Kamis 17 Sep 2026 11:00 WIB

China Disorot, AS Bersiap Perang hingga Dekat Bulan

Space Force menjadi matra yang berada di garis depan perubahan tersebut.

Rep: Erdy Nasrul/ Red: Erdy Nasrul
Kepala Staf Gabungan Militer AS Jenderal Dan Caine.
Foto: EPA/Allison Robbert
Kepala Staf Gabungan Militer AS Jenderal Dan Caine.

REPUBLIKA.CO.ID, JAKARTA — Militer Amerika Serikat (AS) mulai mempersiapkan diri untuk kemungkinan konflik yang tidak lagi berhenti di orbit Bumi. Ketua Kepala Staf Gabungan AS Jenderal Dan Caine mengatakan pasukan Amerika perlu mampu bertempur, bertahan, dan menang hingga wilayah sislunar, yakni ruang antara orbit tinggi Bumi dan Bulan.
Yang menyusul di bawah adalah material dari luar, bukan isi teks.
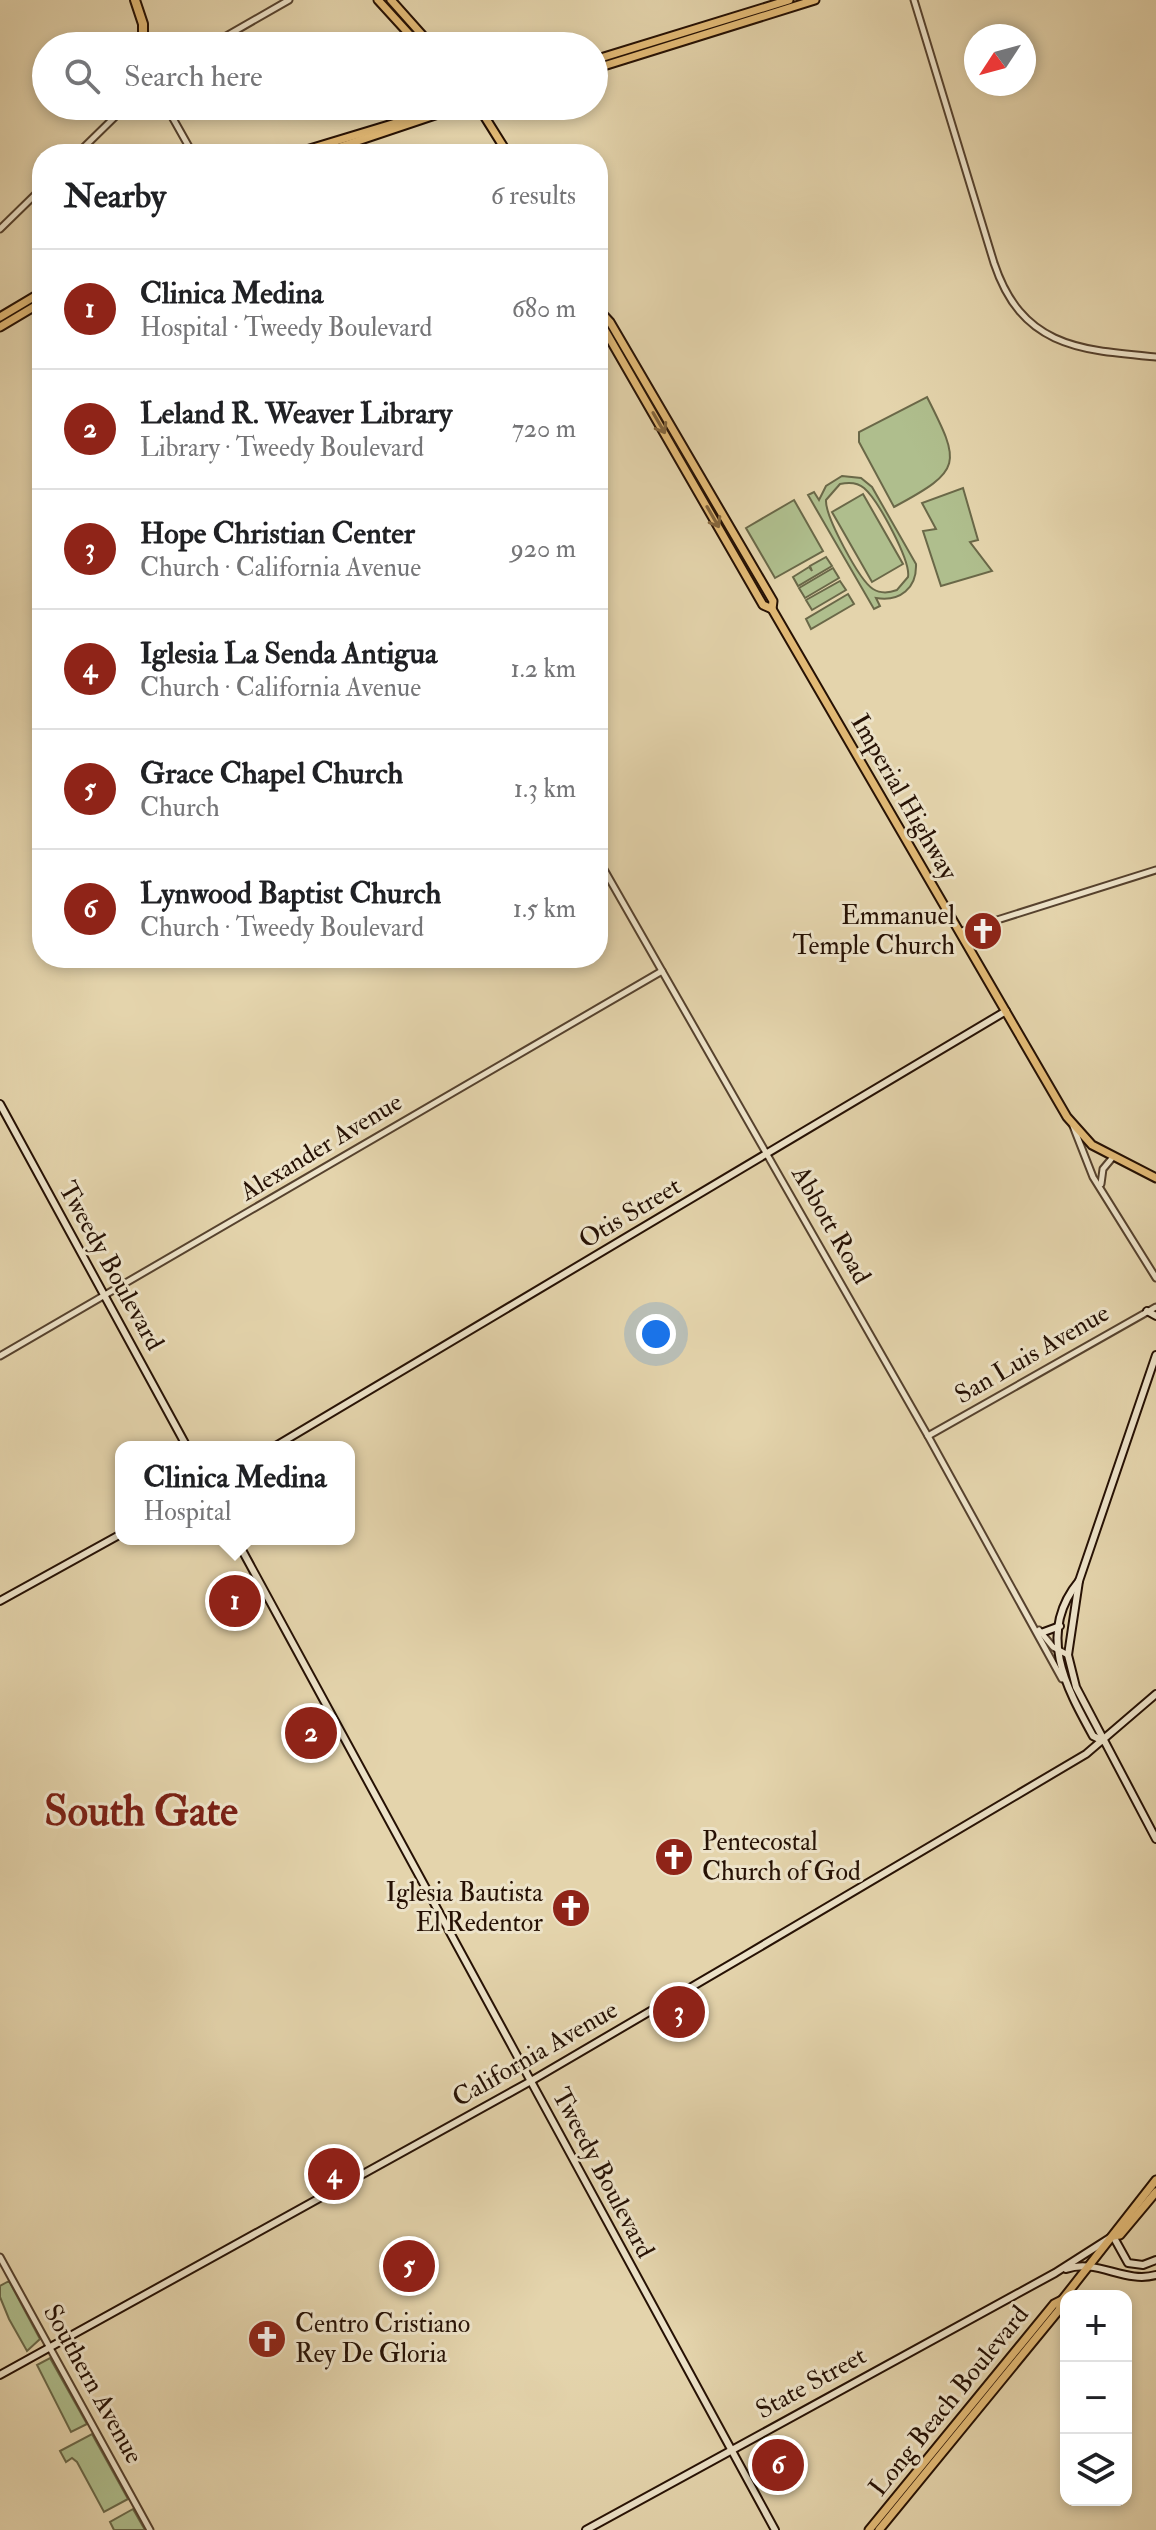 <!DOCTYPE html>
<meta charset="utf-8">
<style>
:root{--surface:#fff;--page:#f2f2f2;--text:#202124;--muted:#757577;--line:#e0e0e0;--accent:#8f2418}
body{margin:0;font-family:"IM FELL Double Pica",serif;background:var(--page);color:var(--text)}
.controls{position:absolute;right:24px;bottom:24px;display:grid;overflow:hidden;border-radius:16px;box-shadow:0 4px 12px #0003}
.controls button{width:72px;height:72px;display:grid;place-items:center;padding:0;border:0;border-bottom:2px solid var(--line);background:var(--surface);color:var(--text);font:40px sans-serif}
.compass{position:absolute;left:964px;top:24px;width:72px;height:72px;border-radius:50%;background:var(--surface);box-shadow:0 4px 12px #0003;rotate:234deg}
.you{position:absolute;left:656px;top:1334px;width:28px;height:28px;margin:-20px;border:6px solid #fff;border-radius:50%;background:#1a73e8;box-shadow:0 0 0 12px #1a73e833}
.badge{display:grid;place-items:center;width:52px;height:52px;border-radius:50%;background:var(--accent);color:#fff;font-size:26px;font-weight:700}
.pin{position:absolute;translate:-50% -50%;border:4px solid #fff;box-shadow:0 2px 8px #0006}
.popup{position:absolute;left:115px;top:1441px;width:240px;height:104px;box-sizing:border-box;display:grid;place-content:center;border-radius:16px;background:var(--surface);filter:drop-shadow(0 2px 6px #0005);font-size:26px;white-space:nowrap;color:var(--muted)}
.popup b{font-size:30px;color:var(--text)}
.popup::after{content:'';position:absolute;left:50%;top:100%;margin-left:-16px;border:16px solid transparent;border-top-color:var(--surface)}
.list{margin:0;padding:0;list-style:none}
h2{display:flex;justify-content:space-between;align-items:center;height:104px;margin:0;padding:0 32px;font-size:34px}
h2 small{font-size:26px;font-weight:400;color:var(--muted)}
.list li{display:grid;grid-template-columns:52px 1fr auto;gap:24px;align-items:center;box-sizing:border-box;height:120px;padding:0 32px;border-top:2px solid var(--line)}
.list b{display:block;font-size:30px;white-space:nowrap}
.list p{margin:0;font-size:26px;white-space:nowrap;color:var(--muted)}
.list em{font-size:26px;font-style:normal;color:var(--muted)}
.icon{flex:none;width:44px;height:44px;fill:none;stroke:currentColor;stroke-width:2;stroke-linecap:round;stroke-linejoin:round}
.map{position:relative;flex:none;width:1156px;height:2530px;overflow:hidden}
.search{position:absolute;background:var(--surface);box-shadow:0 4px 12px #0003;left:32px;top:32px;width:576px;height:88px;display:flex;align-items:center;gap:20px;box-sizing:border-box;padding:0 28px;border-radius:44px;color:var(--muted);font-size:30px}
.panel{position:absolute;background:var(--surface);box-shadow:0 4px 12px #0003;left:32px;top:144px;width:576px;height:824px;border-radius:32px}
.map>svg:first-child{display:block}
.green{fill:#afbe8d;stroke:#6a6848;stroke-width:2;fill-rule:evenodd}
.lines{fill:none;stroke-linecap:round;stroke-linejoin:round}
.tertiary-casing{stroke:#56422e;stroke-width:9}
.secondary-casing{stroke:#261104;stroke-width:10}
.primary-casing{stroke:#261104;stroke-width:11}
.motorway-casing{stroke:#261104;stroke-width:12}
.tertiary{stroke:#ede3c9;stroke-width:5}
.secondary{stroke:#ede3c9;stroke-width:6}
.primary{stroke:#e2ba76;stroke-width:7}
.motorway{stroke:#e2ba76;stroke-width:8}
.oneway{stroke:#84663d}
.labels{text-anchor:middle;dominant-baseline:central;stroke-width:6;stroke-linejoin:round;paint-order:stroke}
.street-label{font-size:26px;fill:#261104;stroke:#ede3c9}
.poi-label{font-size:26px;fill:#261104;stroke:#ede3c9;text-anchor:end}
.town-label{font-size:42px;font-weight:bold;fill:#7a1f14;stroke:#ede3c9}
</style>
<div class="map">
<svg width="1156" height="2530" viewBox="0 0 1156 2530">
<rect width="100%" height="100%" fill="#e4d4ac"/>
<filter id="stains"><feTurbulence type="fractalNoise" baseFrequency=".0025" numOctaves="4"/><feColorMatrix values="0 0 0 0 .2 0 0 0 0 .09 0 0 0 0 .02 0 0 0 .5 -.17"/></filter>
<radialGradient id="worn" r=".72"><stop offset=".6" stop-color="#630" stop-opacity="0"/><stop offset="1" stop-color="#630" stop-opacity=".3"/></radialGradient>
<g class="green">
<path d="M927 397C961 464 963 470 894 507L859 442V432Z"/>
<path d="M842 476 861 478 872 487 916 564C917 588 900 602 876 598L880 606 874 609 808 495 814 492 819 500 826 486ZM840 484C849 482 857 482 864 488 878 500 911 561 908 577L897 590C889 593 881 594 873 589 859 580 825 516 826 500Z"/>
<path d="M963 488 978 540 970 542 992 571 941 586 923 531 936 529 922 503Z"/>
<path d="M863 494 903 564 872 582 832 512Z"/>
<path d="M794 500 823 551 775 578 746 528Z"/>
<path d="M826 557 832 566 798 586 793 577 809 567 812 571 810 566Z"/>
<path d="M833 568 839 578 805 598 799 588Z"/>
<path d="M840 581 846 590 812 610 806 600Z"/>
<path d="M848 594 854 604 811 629 806 619Z"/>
<path d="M9 2281 40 2339 27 2351 9 2319 0 2297V2286Z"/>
<path d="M50 2358 87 2424 71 2432 37 2365Z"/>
<path d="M92 2434 128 2499 104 2512 77 2462 72 2458 66 2462 60 2451Z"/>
<path d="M133 2509 145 2530H114L110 2522Z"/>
</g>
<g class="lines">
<g class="tertiary-casing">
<g id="tertiary">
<path d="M914 0 994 263C1022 347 1079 350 1156 357"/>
<path d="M209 46 289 0"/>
<path d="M166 106 193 154"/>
<path d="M77 154 126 106"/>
<path d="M0 229 42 188"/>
<path d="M598 859 928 1436 1062 1679"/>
<path d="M959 932 1156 870"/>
<path d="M1073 1126 1093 1177 1156 1278"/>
<path d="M1101 1184 1103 1169 1113 1157"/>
<path d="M0 1356 662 971"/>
<path d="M928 1436 1156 1307"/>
<path d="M1039 1630 1053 1647 1068 1655"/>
<path d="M0 2257 150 2530"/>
</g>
</g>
<g class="secondary-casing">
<g id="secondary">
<path d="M0 1104 187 1447"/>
<path d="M1147 1311 1156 1316"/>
<path d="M1156 1355 1079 1581 1068 1655 1076 1687 1156 1839"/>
<path d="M274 1447 1006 1011"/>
<path d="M236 1539 775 2530"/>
<path d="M1079 1581C1036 1633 1066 1687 1093 1736L1103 1741"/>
<path d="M0 1601 121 1534"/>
<path d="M1041 1633 1060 1626"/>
<path d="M1066 2269C1097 2258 1125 2284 1156 2275"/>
<path d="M0 2375 531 2081 741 1958 1086 1754 1156 1694"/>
<path d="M586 2530 1055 2273 1113 2236 1128 2263 1143 2265 1156 2260"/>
</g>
</g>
<g class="primary-casing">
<g id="primary">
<path d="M378 0 420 46"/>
<path d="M391 0 432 46"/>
<path d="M594 60 789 0"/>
<path d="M594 69 815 0"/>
<path d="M478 106 508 154"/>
<path d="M293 154 412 118 420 119"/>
<path d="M319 154 462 106"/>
<path d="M598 309 610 322 773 601 772 609"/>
<path d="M0 317 42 292"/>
<path d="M603 318V327L763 605 772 609 1067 1117 1092 1145 1156 1178"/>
<path d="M0 327 42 302"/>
<path d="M1113 2236 1120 2235 1156 2192"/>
<path d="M869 2530 1054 2304 1062 2300"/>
<path d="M879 2530 1059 2310 1062 2300 1156 2180"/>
</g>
</g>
<g class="motorway-casing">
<path id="motorway" d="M135 0 143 24V46"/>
</g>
<use href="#tertiary" class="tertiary"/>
<use href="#secondary" class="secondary"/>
<use href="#primary" class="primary"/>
<use href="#motorway" class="motorway"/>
</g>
<defs><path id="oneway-shaft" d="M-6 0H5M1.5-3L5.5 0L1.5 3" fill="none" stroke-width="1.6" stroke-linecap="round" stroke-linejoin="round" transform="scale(2)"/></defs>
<g class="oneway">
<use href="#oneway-shaft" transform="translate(659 423) rotate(60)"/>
<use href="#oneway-shaft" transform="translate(713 517) rotate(60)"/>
</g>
<defs>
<g id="church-disc" transform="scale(2)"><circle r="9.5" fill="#8f2418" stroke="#ede3c9"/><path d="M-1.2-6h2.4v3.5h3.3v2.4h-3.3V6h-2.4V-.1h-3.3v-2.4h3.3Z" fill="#fff"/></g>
</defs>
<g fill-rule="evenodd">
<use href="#church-disc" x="983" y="931"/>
<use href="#church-disc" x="674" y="1857"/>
<use href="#church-disc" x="571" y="1908"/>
<use href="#church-disc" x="267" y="2339"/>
</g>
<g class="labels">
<g class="street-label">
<text transform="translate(904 797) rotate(60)">Imperial Highway</text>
<text transform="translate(321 1147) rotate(-31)">Alexander Avenue</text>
<text transform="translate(630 1213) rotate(-31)">Otis Street</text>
<text transform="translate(831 1225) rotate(60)">Abbott Road</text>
<text transform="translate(111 1266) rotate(61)">Tweedy Boulevard</text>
<text transform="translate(1032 1354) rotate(-30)">San Luis Avenue</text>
<text transform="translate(535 2054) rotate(-30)">California Avenue</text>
<text transform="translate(603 2173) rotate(62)">Tweedy Boulevard</text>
<text transform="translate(811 2383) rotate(-29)">State Street</text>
<text transform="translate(93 2384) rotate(61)">Southern Avenue</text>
<text transform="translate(949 2401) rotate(-51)">Long Beach Boulevard</text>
</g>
<g class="poi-label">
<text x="955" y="916">Emmanuel<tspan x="955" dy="30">Temple Church</tspan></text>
<text x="702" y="1842" text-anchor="start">Pentecostal<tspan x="702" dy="30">Church of God</tspan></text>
<text x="543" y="1893">Iglesia Bautista<tspan x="543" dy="30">El Redentor</tspan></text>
<text x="295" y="2324" text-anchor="start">Centro Cristiano<tspan x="295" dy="30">Rey De Gloria</tspan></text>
</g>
<g class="town-label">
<text x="141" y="1812">South Gate</text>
</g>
</g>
<rect width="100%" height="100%" filter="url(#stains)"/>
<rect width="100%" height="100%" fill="url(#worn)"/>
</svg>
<div class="controls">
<button>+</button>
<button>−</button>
<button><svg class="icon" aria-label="layers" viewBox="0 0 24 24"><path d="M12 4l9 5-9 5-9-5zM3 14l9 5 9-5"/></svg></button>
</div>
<svg class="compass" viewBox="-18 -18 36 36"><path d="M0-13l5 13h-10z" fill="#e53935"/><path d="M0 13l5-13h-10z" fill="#757577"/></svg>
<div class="you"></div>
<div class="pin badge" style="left:235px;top:1601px">1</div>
<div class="popup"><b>Clinica Medina</b>Hospital</div>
<div class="pin badge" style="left:311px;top:1733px">2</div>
<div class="pin badge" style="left:679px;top:2012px">3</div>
<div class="pin badge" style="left:334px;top:2174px">4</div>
<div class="pin badge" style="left:409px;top:2266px">5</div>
<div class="pin badge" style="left:778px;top:2465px">6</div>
<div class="search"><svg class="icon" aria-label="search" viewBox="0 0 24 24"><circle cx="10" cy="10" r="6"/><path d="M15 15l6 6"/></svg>Search here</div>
<section class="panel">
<h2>Nearby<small>6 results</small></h2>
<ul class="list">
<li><span class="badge">1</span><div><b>Clinica Medina</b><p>Hospital · Tweedy Boulevard</p></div><em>680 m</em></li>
<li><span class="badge">2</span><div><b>Leland R. Weaver Library</b><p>Library · Tweedy Boulevard</p></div><em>720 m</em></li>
<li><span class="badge">3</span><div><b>Hope Christian Center</b><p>Church · California Avenue</p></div><em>920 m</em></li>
<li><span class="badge">4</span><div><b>Iglesia La Senda Antigua</b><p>Church · California Avenue</p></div><em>1.2 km</em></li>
<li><span class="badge">5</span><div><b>Grace Chapel Church</b><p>Church</p></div><em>1.3 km</em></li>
<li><span class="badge">6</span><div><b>Lynwood Baptist Church</b><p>Church · Tweedy Boulevard</p></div><em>1.5 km</em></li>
</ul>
</section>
</div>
Pernyataan tersebut disampaikan Caine dalam Air, Space and Cyber Conference di National Harbor, Maryland, pada Rabu (16/9/2026). Seruan itu muncul hanya beberapa hari setelah Menteri Angkatan Udara AS Troy Meink untuk pertama kalinya secara terbuka mengakui bahwa Amerika telah menempatkan apa yang disebutnya sebagai “on-orbit space control weapons” atau senjata pengendalian ruang angkasa di orbit. Associated Press memberitakan perkembangan tersebut pada Rabu, 16 September 2026.

Baca Juga

Caine mengatakan militer AS harus beradaptasi sejak sekarang agar mampu menghadapi konflik pada spektrum medan yang semakin luas.

Militer, menurut dia, harus siap “bertarung, bertahan, dan menang” dari dasar laut hingga ruang sislunar, sebagaimana dikutip Associated Press pada Rabu, 16 September 2026.

Pernyataan tersebut memberi gambaran bahwa Pentagon tidak lagi melihat orbit dekat Bumi sebagai batas terjauh wilayah operasi militernya. Bulan dan ruang di sekitarnya mulai masuk dalam perhitungan strategis ketika aktivitas sipil, komersial, dan militer berbagai negara semakin jauh bergerak dari Bumi.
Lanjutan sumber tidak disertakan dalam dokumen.